- Records from a collection

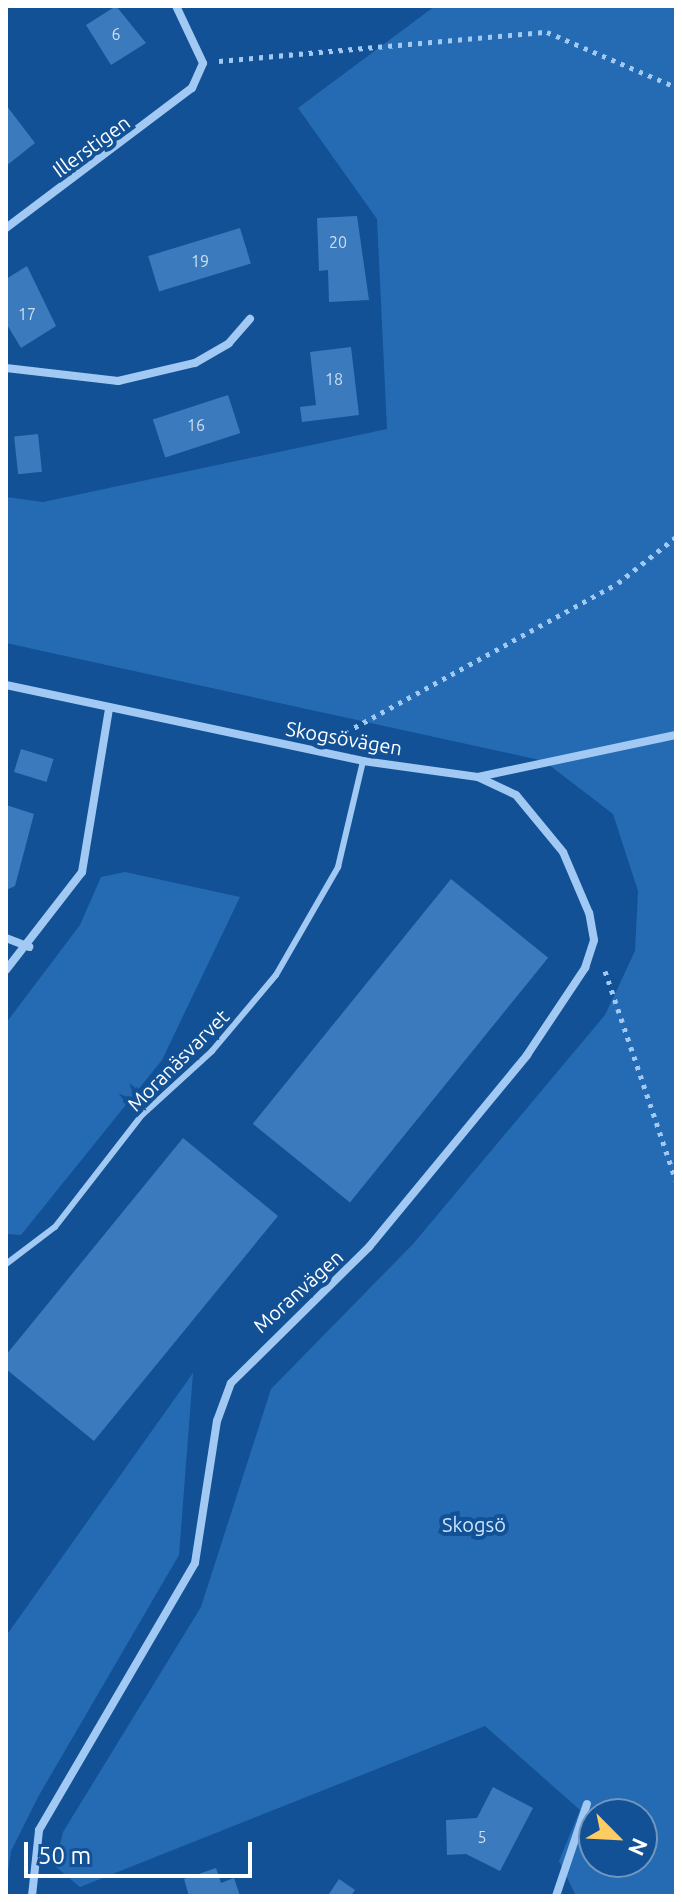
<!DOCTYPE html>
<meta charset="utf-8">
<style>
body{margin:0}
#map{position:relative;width:682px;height:1902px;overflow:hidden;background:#125195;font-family:Ubuntu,sans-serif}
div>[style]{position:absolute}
.green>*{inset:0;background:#246bb4}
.building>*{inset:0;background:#3b7abd;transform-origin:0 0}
.path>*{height:5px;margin-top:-2.5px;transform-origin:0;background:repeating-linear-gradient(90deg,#a1c9f3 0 4px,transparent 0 10px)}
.service>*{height:6px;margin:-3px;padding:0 3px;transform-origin:3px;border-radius:3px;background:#a1c9f3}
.minor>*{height:8px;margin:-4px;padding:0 4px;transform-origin:4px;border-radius:4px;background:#a1c9f3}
span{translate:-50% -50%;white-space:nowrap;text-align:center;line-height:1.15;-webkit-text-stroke:8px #125195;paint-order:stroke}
.number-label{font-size:16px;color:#cedeee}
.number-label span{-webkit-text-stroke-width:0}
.street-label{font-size:20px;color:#fff}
.park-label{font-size:20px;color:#c9e3fd}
.frame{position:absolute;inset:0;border:8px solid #fff;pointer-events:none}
.north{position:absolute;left:578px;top:1798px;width:80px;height:80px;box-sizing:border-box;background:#125195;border:2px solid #7197bf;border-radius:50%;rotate:114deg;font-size:22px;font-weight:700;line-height:32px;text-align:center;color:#fff}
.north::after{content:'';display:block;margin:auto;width:28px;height:36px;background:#ffcc63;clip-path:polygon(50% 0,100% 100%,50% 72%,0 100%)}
.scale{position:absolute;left:24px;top:1842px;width:228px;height:36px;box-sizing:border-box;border:4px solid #fff;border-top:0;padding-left:10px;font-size:24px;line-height:28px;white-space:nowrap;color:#fff;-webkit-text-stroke:6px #125195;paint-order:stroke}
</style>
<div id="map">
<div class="green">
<div style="clip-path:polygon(evenodd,435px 6px,676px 6px,676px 1896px,576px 1896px,559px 1861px,580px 1810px,485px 1726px,80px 1887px,55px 1866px,63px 1832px,201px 1607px,271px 1389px,413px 1244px,605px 1015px,635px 951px,638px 891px,613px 814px,544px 761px,6px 643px,6px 497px,43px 502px,387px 429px,377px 219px,298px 108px,435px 6px,594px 1814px,642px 1814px,642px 1862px,594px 1862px,594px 1814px)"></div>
<div style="clip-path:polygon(125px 872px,240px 897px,162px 1060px,21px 1235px,6px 1234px,6px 1023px,80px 925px,101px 877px)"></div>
<div style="clip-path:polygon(193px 1373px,179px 1555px,38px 1797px,11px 1851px,6px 1885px,6px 1636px)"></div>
</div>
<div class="building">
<div style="clip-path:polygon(116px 6px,146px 43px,111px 65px,86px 25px)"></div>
<div style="clip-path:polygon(6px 105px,35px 143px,6px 166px)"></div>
<div style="clip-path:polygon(357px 216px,369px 300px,329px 302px,328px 270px,319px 271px,317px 218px)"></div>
<div style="left:240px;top:228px;width:37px;height:96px;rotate:73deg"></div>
<div style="clip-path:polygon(27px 266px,56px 326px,21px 348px,6px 323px,6px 279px)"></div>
<div style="clip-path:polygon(351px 347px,359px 415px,302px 422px,300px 407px,316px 405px,310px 352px)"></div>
<div style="left:228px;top:395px;width:40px;height:79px;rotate:72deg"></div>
<div style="left:38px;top:434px;width:38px;height:24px;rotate:84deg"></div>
<div style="left:21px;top:749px;width:34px;height:24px;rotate:17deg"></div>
<div style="clip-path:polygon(6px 805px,34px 814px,15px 886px,6px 890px)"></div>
<div style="left:451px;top:879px;width:125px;height:315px;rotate:39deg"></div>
<div style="clip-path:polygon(183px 1138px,278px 1216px,94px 1441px,6px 1369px,6px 1355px)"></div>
<div style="clip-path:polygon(493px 1787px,533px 1808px,500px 1871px,466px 1854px,447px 1855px,446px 1820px,477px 1818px)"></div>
<div style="clip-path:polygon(216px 1868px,221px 1883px,234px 1878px,240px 1896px,189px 1896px,184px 1879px)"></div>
<div style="clip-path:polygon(339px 1879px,355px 1890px,351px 1896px,329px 1894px)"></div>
</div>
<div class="path">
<div style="left:219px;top:61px;width:329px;rotate:-5.1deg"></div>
<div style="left:547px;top:32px;width:140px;rotate:23.1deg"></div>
<div style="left:337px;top:737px;width:320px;rotate:-28.7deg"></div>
<div style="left:618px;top:583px;width:74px;rotate:-38.4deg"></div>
<div style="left:605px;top:971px;width:222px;rotate:71.3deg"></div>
</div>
<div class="service">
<div style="left:6px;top:1264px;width:61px;rotate:-37.1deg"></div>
<div style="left:55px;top:1227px;width:142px;rotate:-52.2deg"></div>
<div style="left:142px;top:1115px;width:95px;rotate:-42.4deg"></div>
<div style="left:212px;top:1051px;width:99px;rotate:-49.9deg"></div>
<div style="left:276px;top:975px;width:125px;rotate:-60.1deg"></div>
<div style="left:338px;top:867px;width:109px;rotate:-76.7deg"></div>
</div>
<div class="minor">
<div style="left:6px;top:228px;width:233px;rotate:-37deg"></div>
<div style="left:192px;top:88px;width:27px;rotate:-66deg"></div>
<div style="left:203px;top:63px;width:63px;rotate:-115.3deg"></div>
<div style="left:6px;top:368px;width:113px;rotate:6.6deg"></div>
<div style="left:118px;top:381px;width:79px;rotate:-13.2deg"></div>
<div style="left:195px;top:363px;width:39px;rotate:-30deg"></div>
<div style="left:229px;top:343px;width:32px;rotate:-49deg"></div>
<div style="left:6px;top:685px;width:365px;rotate:12deg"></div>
<div style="left:363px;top:761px;width:116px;rotate:7.9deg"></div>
<div style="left:478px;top:777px;width:202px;rotate:-12deg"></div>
<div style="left:6px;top:938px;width:25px;rotate:21deg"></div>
<div style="left:6px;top:970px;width:124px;rotate:-52.2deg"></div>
<div style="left:82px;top:872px;width:165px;rotate:-80.6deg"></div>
<div style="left:32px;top:1896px;width:66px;rotate:-83.9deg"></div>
<div style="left:39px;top:1830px;width:309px;rotate:-59.7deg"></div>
<div style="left:195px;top:1563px;width:144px;rotate:-81.2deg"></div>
<div style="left:217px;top:1421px;width:40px;rotate:-69.8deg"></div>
<div style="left:231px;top:1383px;width:194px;rotate:-44.6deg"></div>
<div style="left:369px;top:1247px;width:249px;rotate:-50.5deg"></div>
<div style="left:527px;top:1055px;width:105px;rotate:-56.3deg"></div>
<div style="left:585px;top:968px;width:29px;rotate:-72deg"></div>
<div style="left:594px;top:940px;width:27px;rotate:-100deg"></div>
<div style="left:589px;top:913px;width:66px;rotate:-113.1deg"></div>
<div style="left:563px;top:852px;width:74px;rotate:-129.5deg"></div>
<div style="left:516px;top:795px;width:42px;rotate:-154.7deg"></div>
<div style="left:556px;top:1896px;width:97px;rotate:-71.4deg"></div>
</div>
<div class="number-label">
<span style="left:116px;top:34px">6</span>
<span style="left:338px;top:242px">20</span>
<span style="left:200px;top:261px">19</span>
<span style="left:27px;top:314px">17</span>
<span style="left:334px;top:379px">18</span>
<span style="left:196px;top:425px">16</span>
<span style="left:482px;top:1837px">5</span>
</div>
<div class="street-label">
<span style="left:91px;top:146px;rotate:-36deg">Illerstigen</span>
<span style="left:344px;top:738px;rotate:10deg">Skogsövägen</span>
<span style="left:178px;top:1060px;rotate:-45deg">Moranäsvarvet</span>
<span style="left:298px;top:1291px;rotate:-42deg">Moranvägen</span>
</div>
<div class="park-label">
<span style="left:474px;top:1524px">Skogsö</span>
</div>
<div class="frame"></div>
<div class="north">N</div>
<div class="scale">50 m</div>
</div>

- Exercise
Give back exactly the lines from the first line of the data through the line with "0 4px,transparent 0", pictures excluded.

- Problem solution
<!DOCTYPE html>
<meta charset="utf-8">
<style>
body{margin:0}
#map{position:relative;width:682px;height:1902px;overflow:hidden;background:#125195;font-family:Ubuntu,sans-serif}
div>[style]{position:absolute}
.green>*{inset:0;background:#246bb4}
.building>*{inset:0;background:#3b7abd;transform-origin:0 0}
.path>*{height:5px;margin-top:-2.5px;transform-origin:0;background:repeating-linear-gradient(90deg,#a1c9f3 0 4px,transparent 0 10px)}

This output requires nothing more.